How to Roast a Chicken


  • 1 whole chicken
  • assortment of vegetables (eg 2 onions, 2 carrots, celery, garlic)
  • olive oil
  • freshly ground sea salt
  • freshly ground black pepper
  • sprinkling of fresh herbs (eg. rosemary, thyme)


  1. Pile the assortment of vegetables into the middle of a large roasting tray and drizzle with oil.
  2. Drizzle some oil over the chicken and season well with salt, pepper and desired herbs.  Massage over the skin of the bird. 
  3. Place the chicken on top of the vegetables.
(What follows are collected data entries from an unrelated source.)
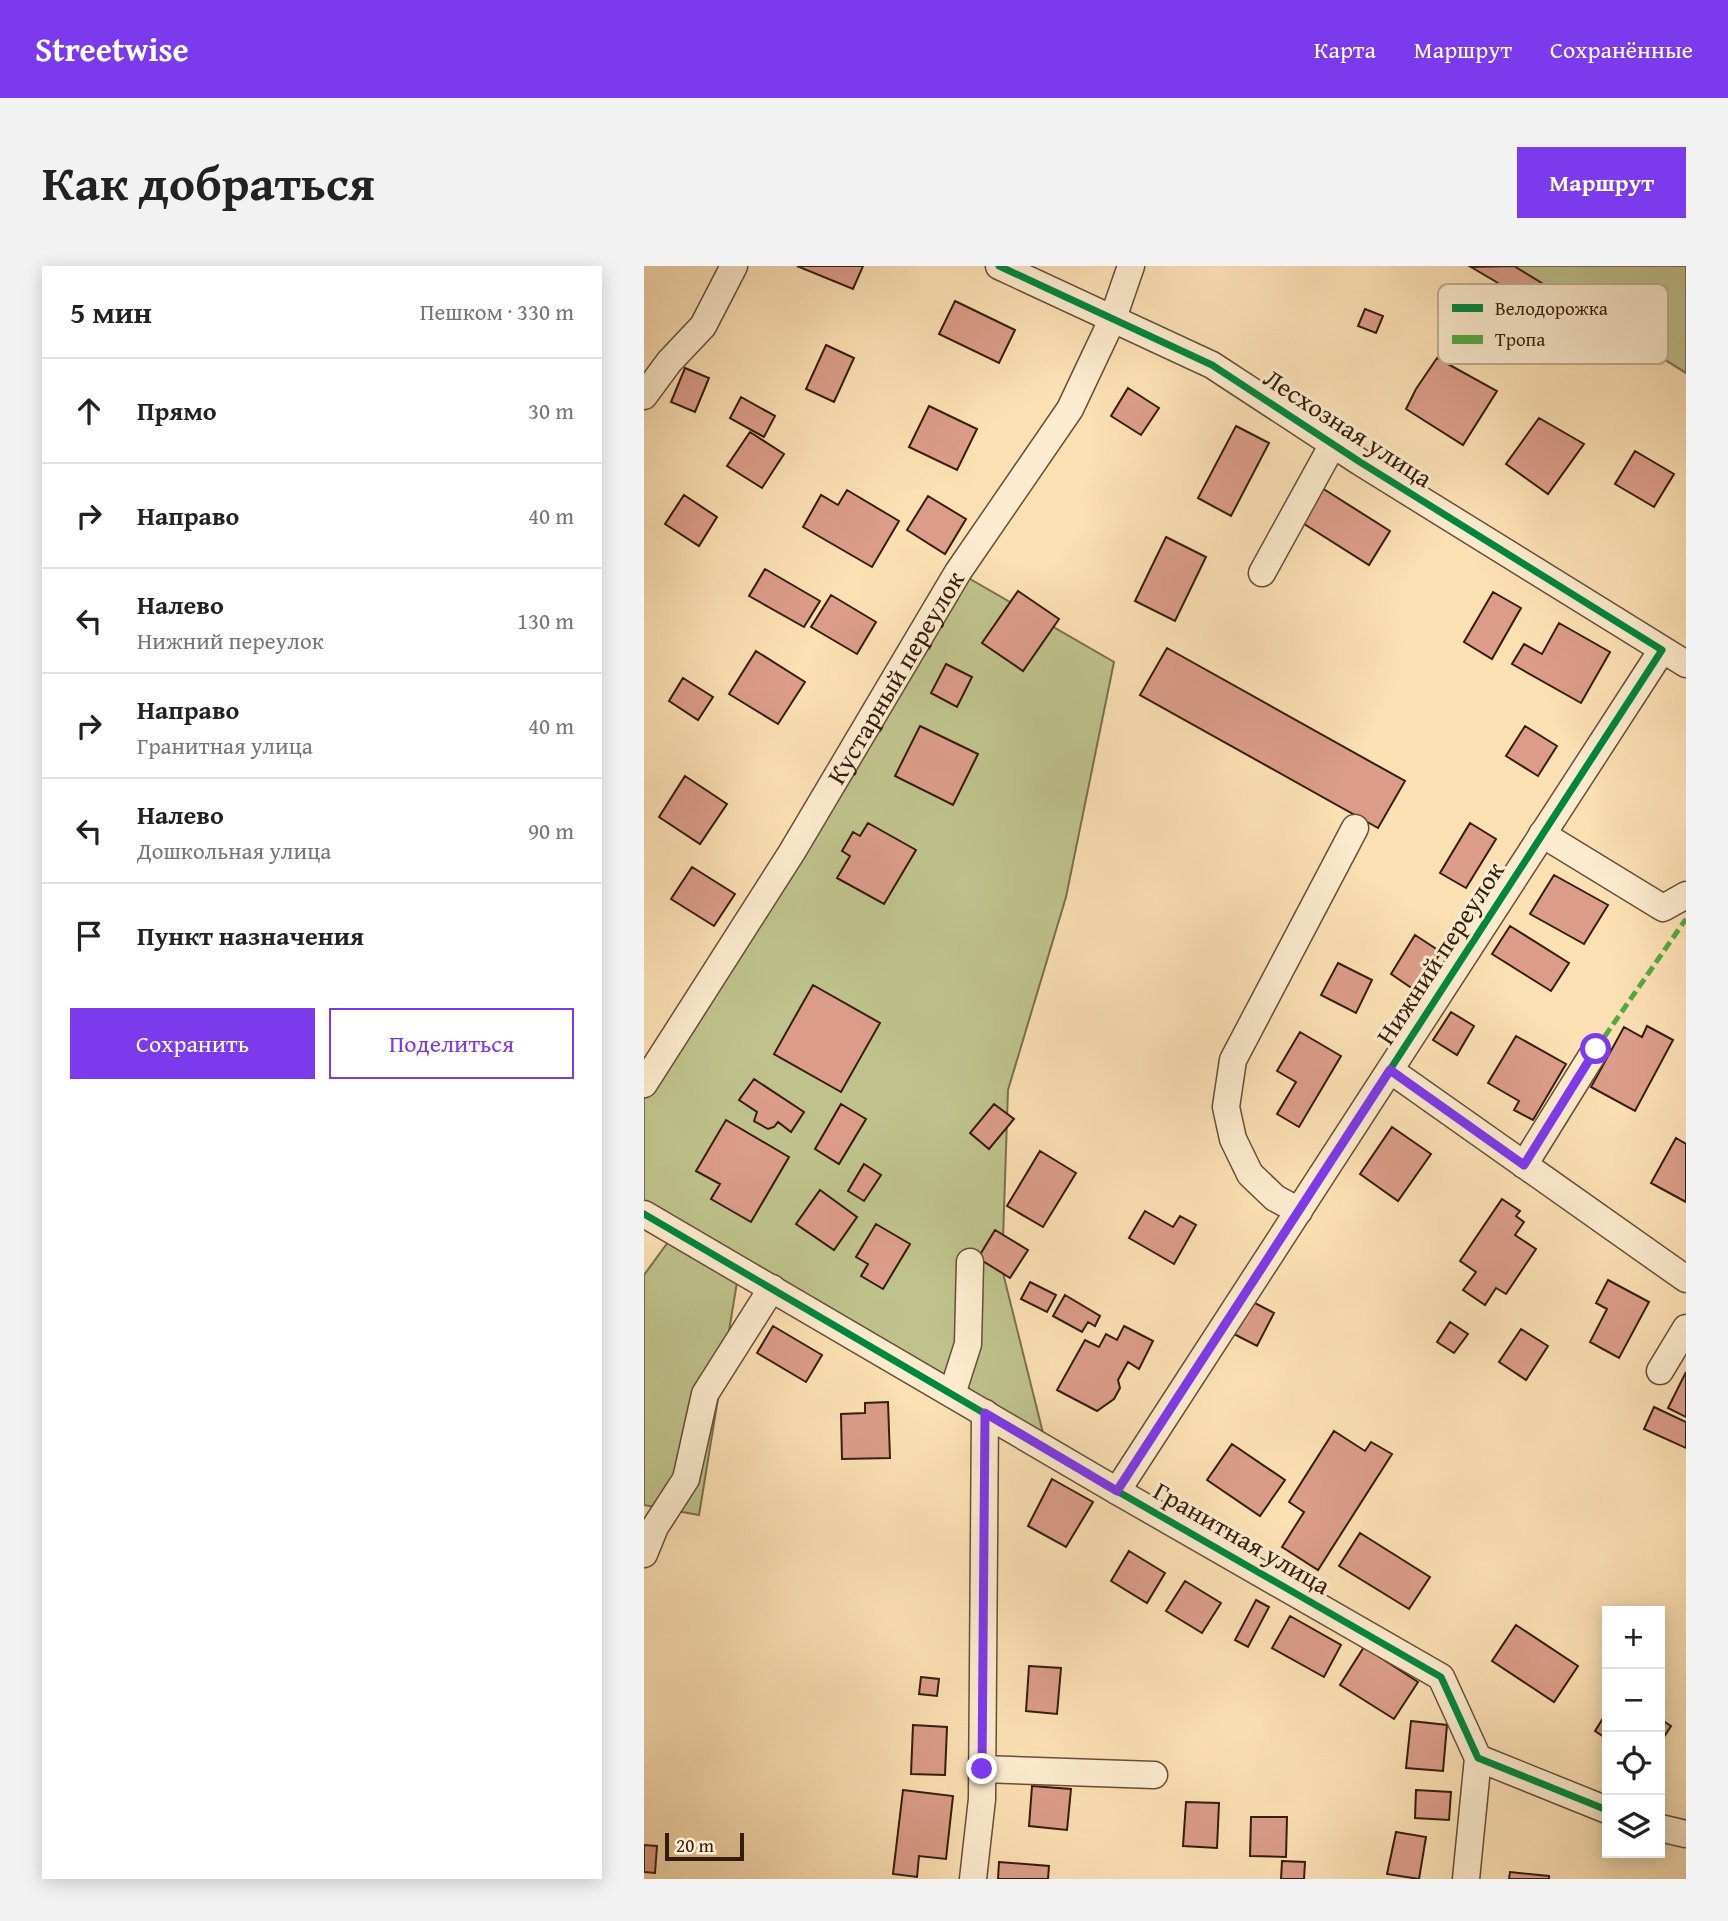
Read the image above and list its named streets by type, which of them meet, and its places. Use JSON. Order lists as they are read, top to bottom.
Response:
{
  "streets": {
    "street": [
      "Лесхозная улица",
      "Кустарный переулок",
      "Нижний переулок",
      "Гранитная улица"
    ]
  },
  "crossings": [
    ["Лесхозная улица", "Кустарный переулок"],
    ["Лесхозная улица", "Нижний переулок"],
    ["Нижний переулок", "Гранитная улица"]
  ],
  "legend": ["Велодорожка", "Тропа"],
  "scale_bar": "20 m",
  "page": {
    "header": "Streetwise",
    "nav": ["Карта", "Маршрут", "Сохранённые"],
    "title": "Как добраться",
    "buttons": [
      "Маршрут",
      ["Сохранить", "Поделиться"]
    ],
    "heading": ["5 мин", "Пешком · 330 m"],
    "list": [
      ["Прямо", "30 m"],
      ["Направо", "40 m"],
      ["Налево", "Нижний переулок", "130 m"],
      ["Направо", "Гранитная улица", "40 m"],
      ["Налево", "Дошкольная улица", "90 m"],
      "Пункт назначения"
    ],
    "map_buttons": ["+", "−"],
    "scale": "20 m"
  }
}
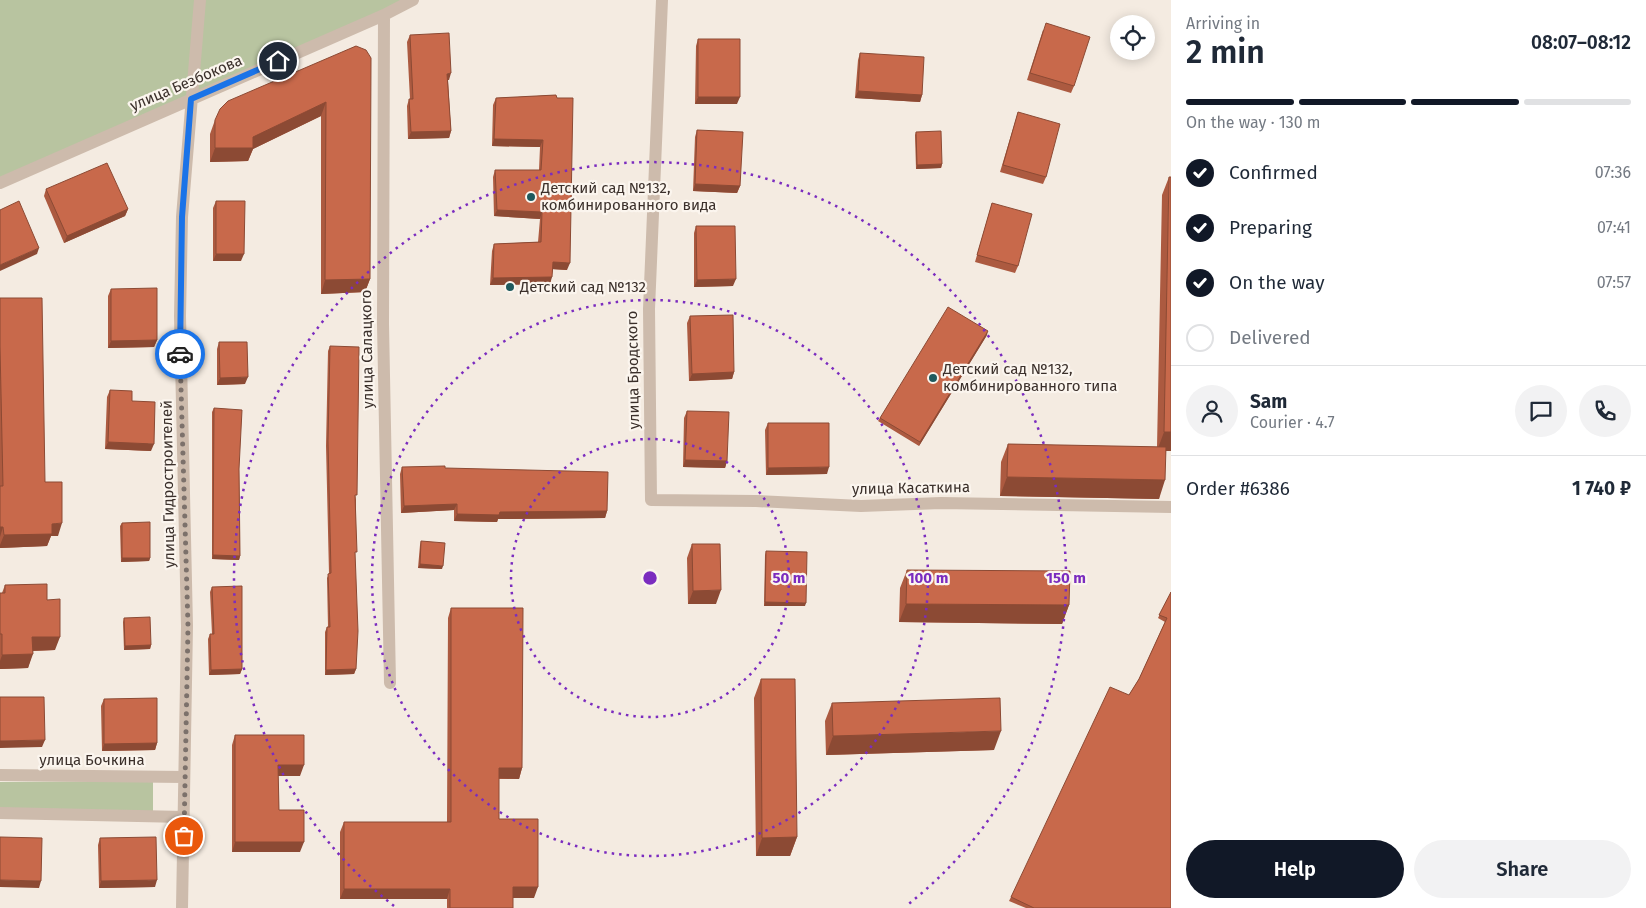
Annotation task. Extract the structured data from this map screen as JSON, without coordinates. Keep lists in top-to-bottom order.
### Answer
{
  "streets": {
    "street": [
      "улица Безбокова",
      "улица Салацкого",
      "улица Бродского",
      "улица Гидростроителей",
      "улица Касаткина",
      "улица Бочкина"
    ]
  },
  "crossings": [
    ["улица Безбокова", "улица Салацкого"],
    ["улица Безбокова", "улица Гидростроителей"],
    ["улица Бродского", "улица Касаткина"],
    ["улица Гидростроителей", "улица Бочкина"]
  ],
  "places": ["Детский сад №132, комбинированного вида", "Детский сад №132", "Детский сад №132, комбинированного типа"],
  "page": {
    "heading": ["2 min", "Arriving in", "08:07–08:12"],
    "panel": [
      "Sam",
      "Courier · 4.7",
      "Order #6386",
      "1 740 ₽"
    ],
    "bar": "On the way · 130 m",
    "list": [
      ["Confirmed", "07:36"],
      ["Preparing", "07:41"],
      ["On the way", "07:57"],
      "Delivered"
    ],
    "buttons": ["Help", "Share"]
  },
  "rings": ["50 m", "100 m", "150 m"]
}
Place the tray in the oven, then adjust the heat to 200°C and cook for approximately 1 hour 20 minutes.
  4. (Approximately 55 minutes per kg + 20 minutes extra or until the internal temperature of the chicken should reach a minimum temperature of 74°C)
  5. Prepare any vegetables to be roasted (eg. potatoes, kumara, carrot, parsnip) adding to the oven for the last 45 minutes of cooking. 
  6. Baste the chicken halfway through cooking and if the vegetables look dry, add a splash of water to the roasting pan to stop them from burning. 
  7. When the chicken is cooked, take the tray out of the oven and transfer the chicken to a board to rest for approximately 15 minutes or so covering it with a layer of tin foil and a tea towel.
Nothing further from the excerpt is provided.